Try starting with small portions at first, gradually increasing their size and frequency over time. This can allow your child’s body the time to adjust, minimizing any gut upset.
IN SUM – Probiotic-rich foods offer health benefits and can help expand your child’s palate. However, be mindful of salt and alcohol content for babies and small children.
Being practical about adding probiotic-rich foods to your family’s diet
Here are a few practical ideas you can use when incorporating probiotic-rich plant-based foods into your family’s diet.
- Top oatmeal or other breakfast cereals with fermented oats.
- Add fermented oatmeal to smoothies.
- Top breakfast cereals or yogurt with fermented fruit.
- Offer fermented fruit purees for snacks.
- Swap regular plant-based yogurt with coconut kefir, a home-made fermented yogurt or a store-bought plant yogurt rich in probiotics.
- Add fermented vegetables to lunches and dinners.
Simply pick the option that seems most attainable for your family, and start there.
It may perhaps mean only adding a little sauerkraut to their dinner meals a few times per week. Slowly work your way up to including probiotic-rich foods into your family’s diet a few times each day.
If you wish for your children to accept these new foods, make sure to also include them to your own diet! Modelling is a great way to gently encourage them to give these probiotic-rich foods a try.

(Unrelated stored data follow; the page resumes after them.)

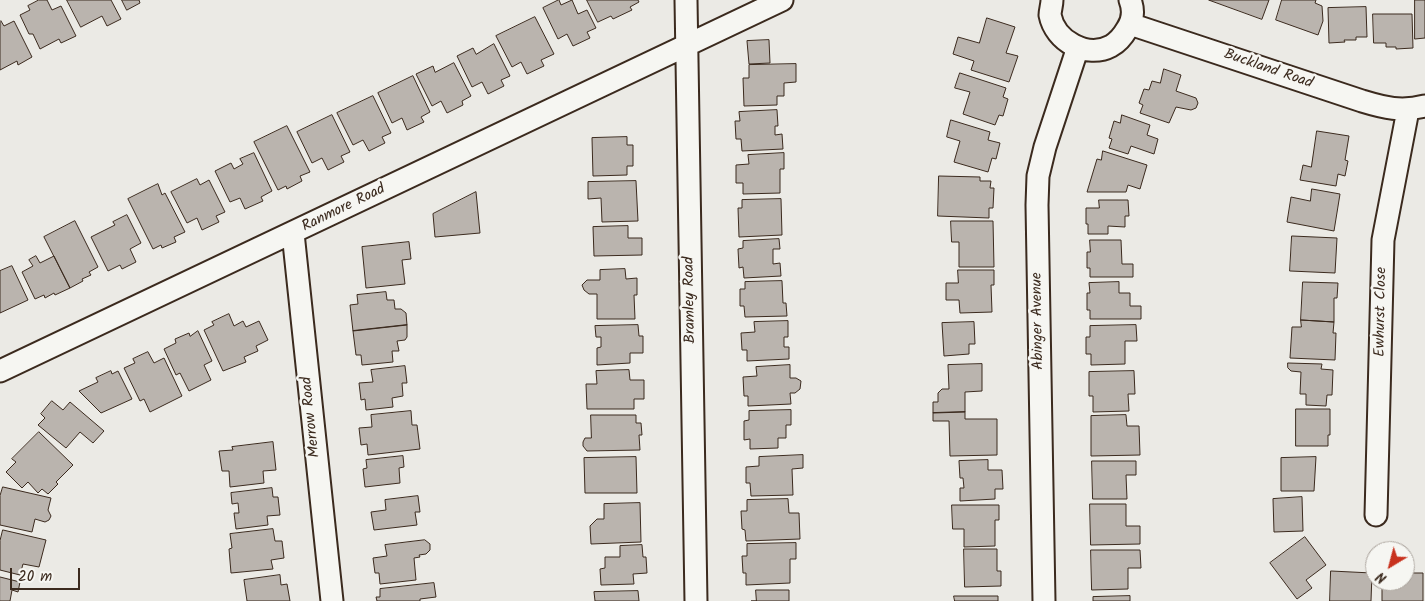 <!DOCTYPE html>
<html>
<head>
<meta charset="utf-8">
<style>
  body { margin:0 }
  #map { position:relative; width:1425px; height:601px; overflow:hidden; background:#ebeae5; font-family:Kalam,sans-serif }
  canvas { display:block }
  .north { position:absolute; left:1365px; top:541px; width:50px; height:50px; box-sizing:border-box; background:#f6f6f2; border:1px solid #aba49d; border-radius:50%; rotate:217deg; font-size:14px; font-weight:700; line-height:20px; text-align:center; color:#3b2a1e }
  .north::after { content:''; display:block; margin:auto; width:18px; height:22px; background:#c8321e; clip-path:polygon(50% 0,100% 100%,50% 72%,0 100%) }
  .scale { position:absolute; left:10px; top:568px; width:70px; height:22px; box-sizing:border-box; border:2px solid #3b2a1e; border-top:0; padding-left:6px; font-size:15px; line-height:18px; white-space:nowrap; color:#3b2a1e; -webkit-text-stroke:4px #f6f6f2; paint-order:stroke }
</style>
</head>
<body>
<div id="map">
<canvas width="1425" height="601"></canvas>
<div class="north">N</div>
<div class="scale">20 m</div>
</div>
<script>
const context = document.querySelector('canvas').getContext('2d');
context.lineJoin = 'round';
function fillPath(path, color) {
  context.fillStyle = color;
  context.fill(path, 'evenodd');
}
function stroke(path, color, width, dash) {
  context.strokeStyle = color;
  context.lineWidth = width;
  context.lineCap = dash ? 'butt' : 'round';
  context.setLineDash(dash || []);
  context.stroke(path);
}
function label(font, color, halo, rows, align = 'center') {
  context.font = font + ' Kalam,sans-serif';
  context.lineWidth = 5;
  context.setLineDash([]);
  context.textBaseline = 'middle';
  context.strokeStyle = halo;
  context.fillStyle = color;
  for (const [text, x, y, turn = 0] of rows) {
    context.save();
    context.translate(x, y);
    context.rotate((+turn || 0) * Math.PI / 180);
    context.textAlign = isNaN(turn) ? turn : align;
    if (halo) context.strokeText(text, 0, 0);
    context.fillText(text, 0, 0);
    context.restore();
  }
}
const building = new Path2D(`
  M39,0H47L52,10L61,6L76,36L61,43L59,39L40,49L33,34H29L20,15L30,10L28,6Z
  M67,0H111L121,19L107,26L102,16L81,27Z
  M122,0H139L140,3L127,10Z
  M559,0L561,5L572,0L578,14L587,10L596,28L587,32L590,38L573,46L567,34L558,39L543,8Z
  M587,0H638L639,2L630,7L632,10L613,19L611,16L598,22Z
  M1209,0H1269L1262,19Z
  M1282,0H1316L1315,3L1322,6L1323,21L1318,35L1276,20Z
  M1415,0H1425V38L1415,39Z
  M1366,7L1367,37H1356V40H1344L1345,42L1329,43L1328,8Z
  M1373,14H1412L1413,48L1396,49V47H1386V43H1374Z
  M535,17L554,54L541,60L544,66L527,74L521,62L512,67L496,36Z
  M987,18L1015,27L1006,53L1018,56L1009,82L971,70L974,61L953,54L958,37L979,43Z
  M1,21L4,26L14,21L32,57L18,65L17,61L0,70V22Z
  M769,40L770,63L749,64L747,41Z
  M494,44L510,76L501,80L504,86L488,94L482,82L472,87L457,56L473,48L476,54Z
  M454,63L471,96L462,101L463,105L447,113L441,101L432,106L416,74L433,66L435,72Z
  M796,64V82L784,83V96H777V105L744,106L743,78H749V65Z
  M1164,69L1181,75L1176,91L1196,98L1198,103L1196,108L1191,110L1176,107L1169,123L1140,113L1143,105L1139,103L1144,89L1149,90L1152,81L1160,83Z
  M960,73L1006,88L1003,97L1008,99L1003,116L999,115L995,125L963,114L970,92L955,88Z
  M413,76L430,112L421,117L424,122L407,130L402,118L392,123L378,93Z
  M373,96L391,133L382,137L385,143L369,151L363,140L353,145L337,113Z
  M777,110L778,126H775V135L782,134L783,149L742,151L741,139H736L735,121H740L739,112Z
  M332,115L350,152L341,156L344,162L328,170L322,158L312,163L297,132Z
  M1122,115L1150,125L1147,135L1158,139L1154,154L1131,146L1128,154L1109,148L1112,139L1109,138L1114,121L1120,123Z
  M951,120L990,132L988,140L1000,143L996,159L992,158L988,172L954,162L960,141L947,137Z
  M287,126L310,172L300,176L302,181L287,189L286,186L278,190L254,142Z
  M1317,131L1349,136L1345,160L1348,161L1345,176L1338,174L1336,186L1300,180L1303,165L1311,167Z
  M627,137V145H633V166H627V175L593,176L592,138Z
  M1103,151L1147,165L1140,189L1128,185L1126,192H1087L1097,159L1101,160Z
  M254,153L272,191L261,197L263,201L245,209L240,198L230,202L215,171L231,163L234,169L243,164L240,159Z
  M784,153V169H780V193L743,194V183H736V165L749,164L748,155Z
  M939,176L980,177V181H991L990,188H994L993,208H989V218L938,216Z
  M197,179L200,185L209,180L225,212L216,216L219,222L202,230L197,218L187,223L171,192Z
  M636,181L638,221L602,222L601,198L588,199V182Z
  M158,184L162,195L165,193L185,232L174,237L176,242L162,248L161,245L153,249L128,199Z
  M1312,189L1340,194L1334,231L1287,222L1291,197L1310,201Z
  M476,192L480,233L435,237L433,214Z
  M781,199L782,235L739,237L738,208H742V200Z
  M1099,200H1128L1129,216H1125V227L1108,226V234H1088V224H1086V208H1099Z
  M127,215L141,243L130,249L136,262L122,269L120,265L108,271L91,237L115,225L113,222Z
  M75,221L98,267L89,272L91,275L82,279L83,281L70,288L44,237Z
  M951,221H993L994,267H959V242H952Z
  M628,226V238H642V255L594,256L593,227Z
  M1292,236L1337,238L1335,273L1290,271Z
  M779,239L780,249H773V264L780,263L781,276L744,278L743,267L739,268L738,249L743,248V241Z
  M1090,240H1121L1122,264H1133V277H1090V268H1087V252H1090Z
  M409,242L411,259L402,260L405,284L366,288L362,247Z
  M36,256L40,263L54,256L70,288L55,295L54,293L45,298L44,295L35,299L22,272L33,266L29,260Z
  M12,266L28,300L0,313V271Z
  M625,269L626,279L637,278V295H634L635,319H597V294H589L584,290L582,285L587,280H600V270Z
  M958,270H994V285H991L992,312L960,313L959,300H946V283H958Z
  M782,281L783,303H786L787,316L745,317L744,306H740V289H745V282Z
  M1119,282V293H1130V306H1141V319H1090V310H1087V293H1090L1089,283Z
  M1303,282L1338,283L1337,298H1334V322L1301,320Z
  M386,292L387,300H394L395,309H401L406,313L407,325L353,331L350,305L358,304L357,295Z
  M229,314L234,326L243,321L246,327L259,321L268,340L256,346L258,351L244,357L246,362L223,371L204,330L214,325L212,322Z
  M1301,320L1334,322L1333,333H1336L1335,360L1290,358L1292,327H1301Z
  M788,321V337H784V347H789V359L747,361V350H742L741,333L755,332L754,322Z
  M974,322L975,344H969V354L944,356L942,323Z
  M407,325V337L405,340L397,341L399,351H392L393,362L362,365L361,355H356L353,331Z
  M638,325L639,336H643V353H630V363L597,365V348L601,347V337H596L595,326Z
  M1136,325L1137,341H1125V364L1091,365V354H1086V337H1090V326Z
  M198,331L212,361L204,365L211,380L189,391L180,373L176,375L164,349L176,343L175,339L189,333L190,336Z
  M148,352L154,363L164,358L182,396L150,412L144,399L140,401L124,368L135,363L133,359Z
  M1288,363L1322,364L1321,369L1333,370L1332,395H1327L1326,406L1306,405V394H1300L1301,372L1291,371L1288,368Z
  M982,364V391L965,392V412L933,413V402H938V393L942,389H949L948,365Z
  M790,365V378H796L801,381L800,389L795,393H790L791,404L748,406V396H744L743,377L757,376L756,367Z
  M405,366L407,383H402L403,396L392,398L393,407L366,410L365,399L361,400L359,383L373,382L371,370Z
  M629,370L630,380H644V399H634V409H587L586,384H597L596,371Z
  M111,371L112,374L118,371L132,399L101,413L79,391L98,382L96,378Z
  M1134,371L1135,394H1128L1129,411L1093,412V396H1089V372Z
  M52,401L63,410L70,402L104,431L93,443L80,432L66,448L38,425L45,418L41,414Z
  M1296,409H1330V435H1328V446H1296Z
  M791,410V425H786V438H778V448L750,449V439L744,440V421L749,420V411Z
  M411,411L412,425H417L420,449L368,455L367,444L361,445L359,428L372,427L371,415Z
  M965,412V419H997V455L950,456L949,421H933V413Z
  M591,415H636V423H641L642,435H639L640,450L587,451L583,446V442L585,438H591Z
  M1126,415L1127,426H1139L1140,455L1091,456V416Z
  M39,432L73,465L56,482L58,484L48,494L42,489L38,493L28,482L22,488L6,472L16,462L12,459Z
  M273,442L276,470L263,471L264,483L230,487L229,471H222L219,451L233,450L232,447Z
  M803,455V468L792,469L793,495L751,496L750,483H746V467L759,466V457Z
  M403,456L404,467L399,468L400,483L365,487L363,469L367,468L366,460Z
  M636,457L637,493H585L584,458Z
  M1316,457L1314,491H1281V458Z
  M988,460V470H1002L1003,489H995V499L960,501V488H964L963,478H960L959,461Z
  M1092,461H1136V475H1126L1127,499H1093Z
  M3,487L51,498L48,510L51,516L49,520L45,522L35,519L32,532L0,525V496Z
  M272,488L273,497H278L280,515L267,516L268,525L236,529L234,513H239L238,503L232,504L231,493Z
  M418,496L420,512H415L417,525L374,530L371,512L386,510L385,500Z
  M1302,497L1303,531L1274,532L1273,499Z
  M788,499L789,513H799L800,539L746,541L745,530L742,529L741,511H747V500Z
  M640,503L641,542L591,544L590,526L597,519H604V504Z
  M1090,504H1126V526H1140V544L1091,545Z
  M952,505H999V520H995V546L964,547V529H953Z
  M273,529L275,541H282L284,558L271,560L273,569L231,573L229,549L232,548L230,534Z
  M3,530L46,540L39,567L23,564L20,575L0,570V541Z
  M1305,537L1326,565L1306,580L1312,588L1297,599L1270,563Z
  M425,540L430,544V550L426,554L419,555L420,557L414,558L416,580L380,584L379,573H375L373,558L387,556L385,545Z
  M796,543V559H790V583L746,585V573H743L742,556H747V544Z
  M642,545L643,557H646L647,573L633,574L634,584L601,585L600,569L605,568V557H620V546Z
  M964,549H997V571H1001V586L965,587Z
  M1091,550H1140L1141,568H1128V589L1092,590Z
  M1331,571L1372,573L1371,601H1330Z
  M1405,573H1423V601H1382V581H1405Z
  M280,575L281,585L287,584L290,601H247L244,580Z
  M0,577L20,582L18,592L12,590L10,601H0Z
  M434,583L436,597L420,599V601H377L376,597H380V589Z
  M756,590H789V601H751H756Z
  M638,591L639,601H595L594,592Z
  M954,596H998V601H955Z
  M1130,596V601H1093V597Z`);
fillPath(building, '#bab4ae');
stroke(building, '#3b2a1e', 1);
const minor = new Path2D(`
  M686,0L696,601
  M1052,0C1052,5 1050,11 1050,15C1055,41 1087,59 1111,46C1118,42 1123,36 1127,29C1133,20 1134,10 1130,0
  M1130,24L1362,101C1385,108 1401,112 1425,106
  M293,233L332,601
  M0,371L782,0
  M1376,515L1383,240L1408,110
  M1044,601L1037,205L1038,176L1045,147L1078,47`);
stroke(minor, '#3b2a1e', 25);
stroke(minor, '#f6f6f2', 21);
label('15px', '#3b2a1e', '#f6f6f2', [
  ["Buckland Road",1268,70,19],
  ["Ranmore Road",344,209,-26],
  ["Bramley Road",691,300,-91],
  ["Ewhurst Close",1382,312,-89],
  ["Abinger Avenue",1039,321,-91],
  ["Merrow Road",312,417,-96]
]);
</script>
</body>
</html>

IN SUM – Adding vegan probiotic-rich foods to your family’s diet doesn’t have to be complicated. Simply pick the option that seems most feasible for you to start, and slowly work your way up.
To sum it all up
Vegan probiotic foods are well-worth adding to your family’s diet.
In addition to providing health benefits, they can help teach your child to enjoy sour-tasting foods. In turn, this can increase the variety of foods – and nutrients – they’re likely to enjoy while growing up.
For babies and children, try offering low-alcohol, low-sodium options like tempeh and coconut kefir first. Then slowly integrate small amounts of fermented grains, fruits and vegetables as well.
Older children and adults can enjoy probiotic-rich foods from all categories. However, It may be best to start with small, infrequent portions and work your way up to minimize the risk of digestive upset.